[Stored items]
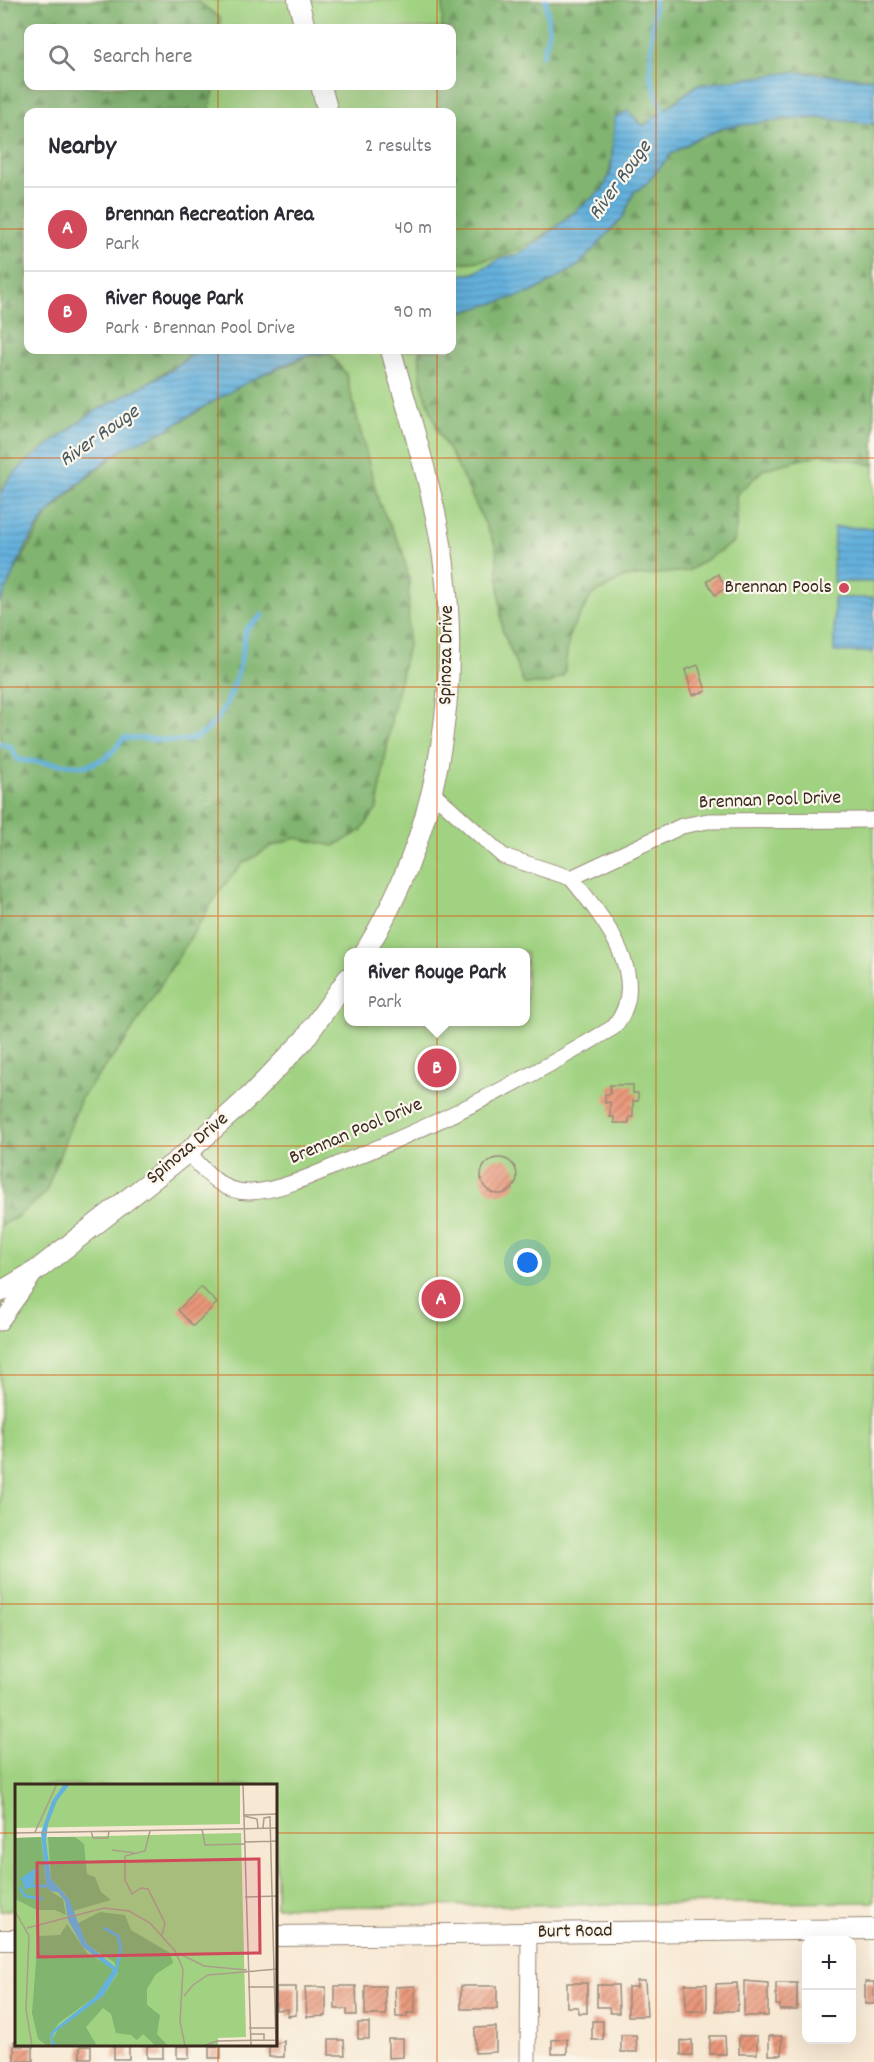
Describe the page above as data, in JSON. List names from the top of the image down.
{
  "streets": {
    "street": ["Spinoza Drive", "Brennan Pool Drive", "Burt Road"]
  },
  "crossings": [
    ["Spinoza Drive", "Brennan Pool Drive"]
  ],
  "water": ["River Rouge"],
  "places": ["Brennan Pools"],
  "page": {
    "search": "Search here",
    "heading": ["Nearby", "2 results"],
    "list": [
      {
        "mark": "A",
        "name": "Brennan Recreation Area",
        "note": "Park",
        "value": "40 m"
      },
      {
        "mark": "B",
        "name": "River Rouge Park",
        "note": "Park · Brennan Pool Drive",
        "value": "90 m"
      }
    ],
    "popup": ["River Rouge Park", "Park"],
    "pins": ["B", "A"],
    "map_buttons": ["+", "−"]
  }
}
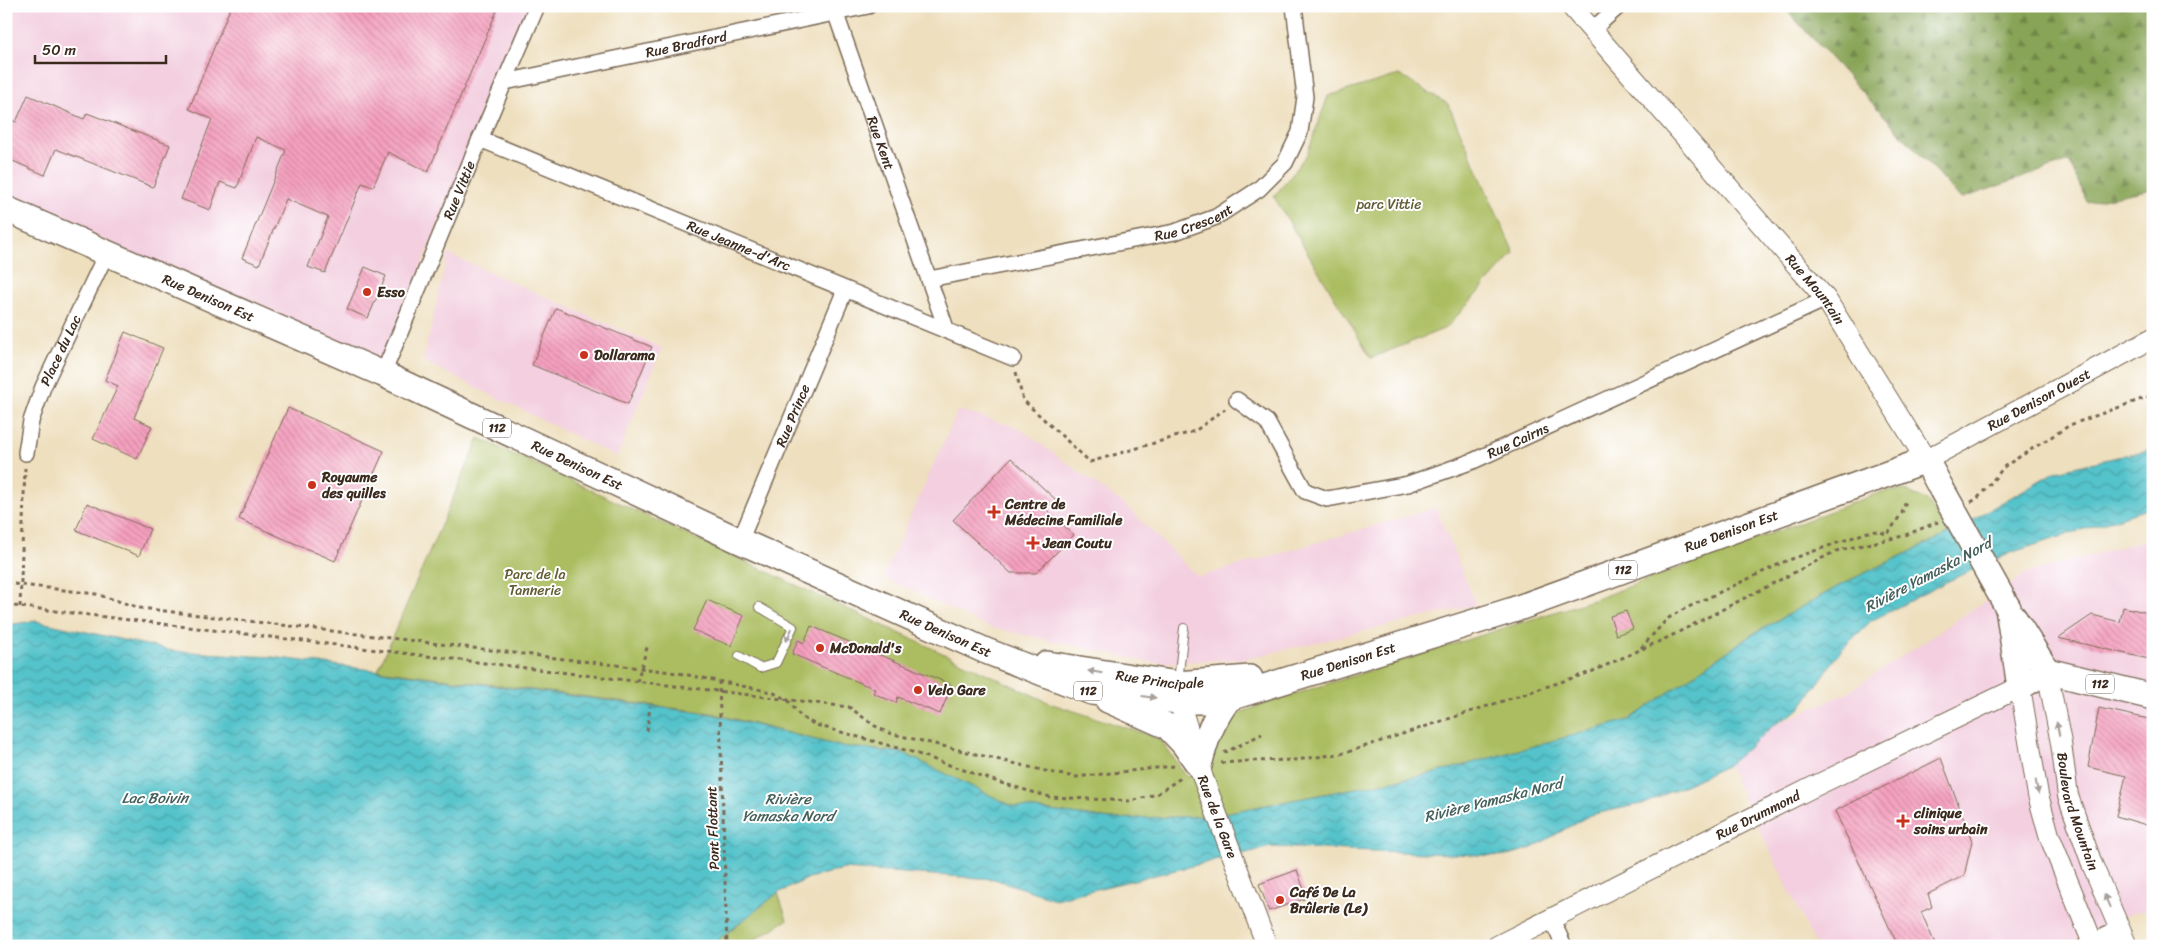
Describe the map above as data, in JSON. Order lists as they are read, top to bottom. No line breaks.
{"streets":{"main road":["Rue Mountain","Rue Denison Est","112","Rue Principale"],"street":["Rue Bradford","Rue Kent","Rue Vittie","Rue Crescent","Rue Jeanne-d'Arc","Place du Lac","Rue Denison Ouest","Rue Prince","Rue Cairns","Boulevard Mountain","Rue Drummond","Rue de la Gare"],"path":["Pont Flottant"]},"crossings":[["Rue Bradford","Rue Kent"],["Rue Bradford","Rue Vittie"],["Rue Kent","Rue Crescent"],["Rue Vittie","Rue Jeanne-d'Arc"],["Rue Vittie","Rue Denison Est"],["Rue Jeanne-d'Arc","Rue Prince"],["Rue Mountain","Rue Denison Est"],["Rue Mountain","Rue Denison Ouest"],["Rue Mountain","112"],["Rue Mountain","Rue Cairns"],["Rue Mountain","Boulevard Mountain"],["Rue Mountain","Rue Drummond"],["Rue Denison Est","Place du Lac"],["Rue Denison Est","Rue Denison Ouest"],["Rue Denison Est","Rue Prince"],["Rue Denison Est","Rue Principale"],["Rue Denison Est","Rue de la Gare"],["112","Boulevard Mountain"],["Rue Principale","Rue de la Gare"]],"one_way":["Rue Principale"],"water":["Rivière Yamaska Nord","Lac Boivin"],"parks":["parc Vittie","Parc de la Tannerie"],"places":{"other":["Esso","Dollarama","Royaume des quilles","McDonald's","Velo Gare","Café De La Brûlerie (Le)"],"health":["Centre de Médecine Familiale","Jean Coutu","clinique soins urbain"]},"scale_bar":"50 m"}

WORK ITEM:
Output each record above exactly as it stands, excluding all pictures.

RESPONSE FOR THIS EXERCISE:
Describe the page above as data, in JSON. List names from the top of the image down.
{
  "streets": {
    "street": ["Spinoza Drive", "Brennan Pool Drive", "Burt Road"]
  },
  "crossings": [
    ["Spinoza Drive", "Brennan Pool Drive"]
  ],
  "water": ["River Rouge"],
  "places": ["Brennan Pools"],
  "page": {
    "search": "Search here",
    "heading": ["Nearby", "2 results"],
    "list": [
      {
        "mark": "A",
        "name": "Brennan Recreation Area",
        "note": "Park",
        "value": "40 m"
      },
      {
        "mark": "B",
        "name": "River Rouge Park",
        "note": "Park · Brennan Pool Drive",
        "value": "90 m"
      }
    ],
    "popup": ["River Rouge Park", "Park"],
    "pins": ["B", "A"],
    "map_buttons": ["+", "−"]
  }
}
Describe the map above as data, in JSON. Order lists as they are read, top to bottom. No line breaks.
{"streets":{"main road":["Rue Mountain","Rue Denison Est","112","Rue Principale"],"street":["Rue Bradford","Rue Kent","Rue Vittie","Rue Crescent","Rue Jeanne-d'Arc","Place du Lac","Rue Denison Ouest","Rue Prince","Rue Cairns","Boulevard Mountain","Rue Drummond","Rue de la Gare"],"path":["Pont Flottant"]},"crossings":[["Rue Bradford","Rue Kent"],["Rue Bradford","Rue Vittie"],["Rue Kent","Rue Crescent"],["Rue Vittie","Rue Jeanne-d'Arc"],["Rue Vittie","Rue Denison Est"],["Rue Jeanne-d'Arc","Rue Prince"],["Rue Mountain","Rue Denison Est"],["Rue Mountain","Rue Denison Ouest"],["Rue Mountain","112"],["Rue Mountain","Rue Cairns"],["Rue Mountain","Boulevard Mountain"],["Rue Mountain","Rue Drummond"],["Rue Denison Est","Place du Lac"],["Rue Denison Est","Rue Denison Ouest"],["Rue Denison Est","Rue Prince"],["Rue Denison Est","Rue Principale"],["Rue Denison Est","Rue de la Gare"],["112","Boulevard Mountain"],["Rue Principale","Rue de la Gare"]],"one_way":["Rue Principale"],"water":["Rivière Yamaska Nord","Lac Boivin"],"parks":["parc Vittie","Parc de la Tannerie"],"places":{"other":["Esso","Dollarama","Royaume des quilles","McDonald's","Velo Gare","Café De La Brûlerie (Le)"],"health":["Centre de Médecine Familiale","Jean Coutu","clinique soins urbain"]},"scale_bar":"50 m"}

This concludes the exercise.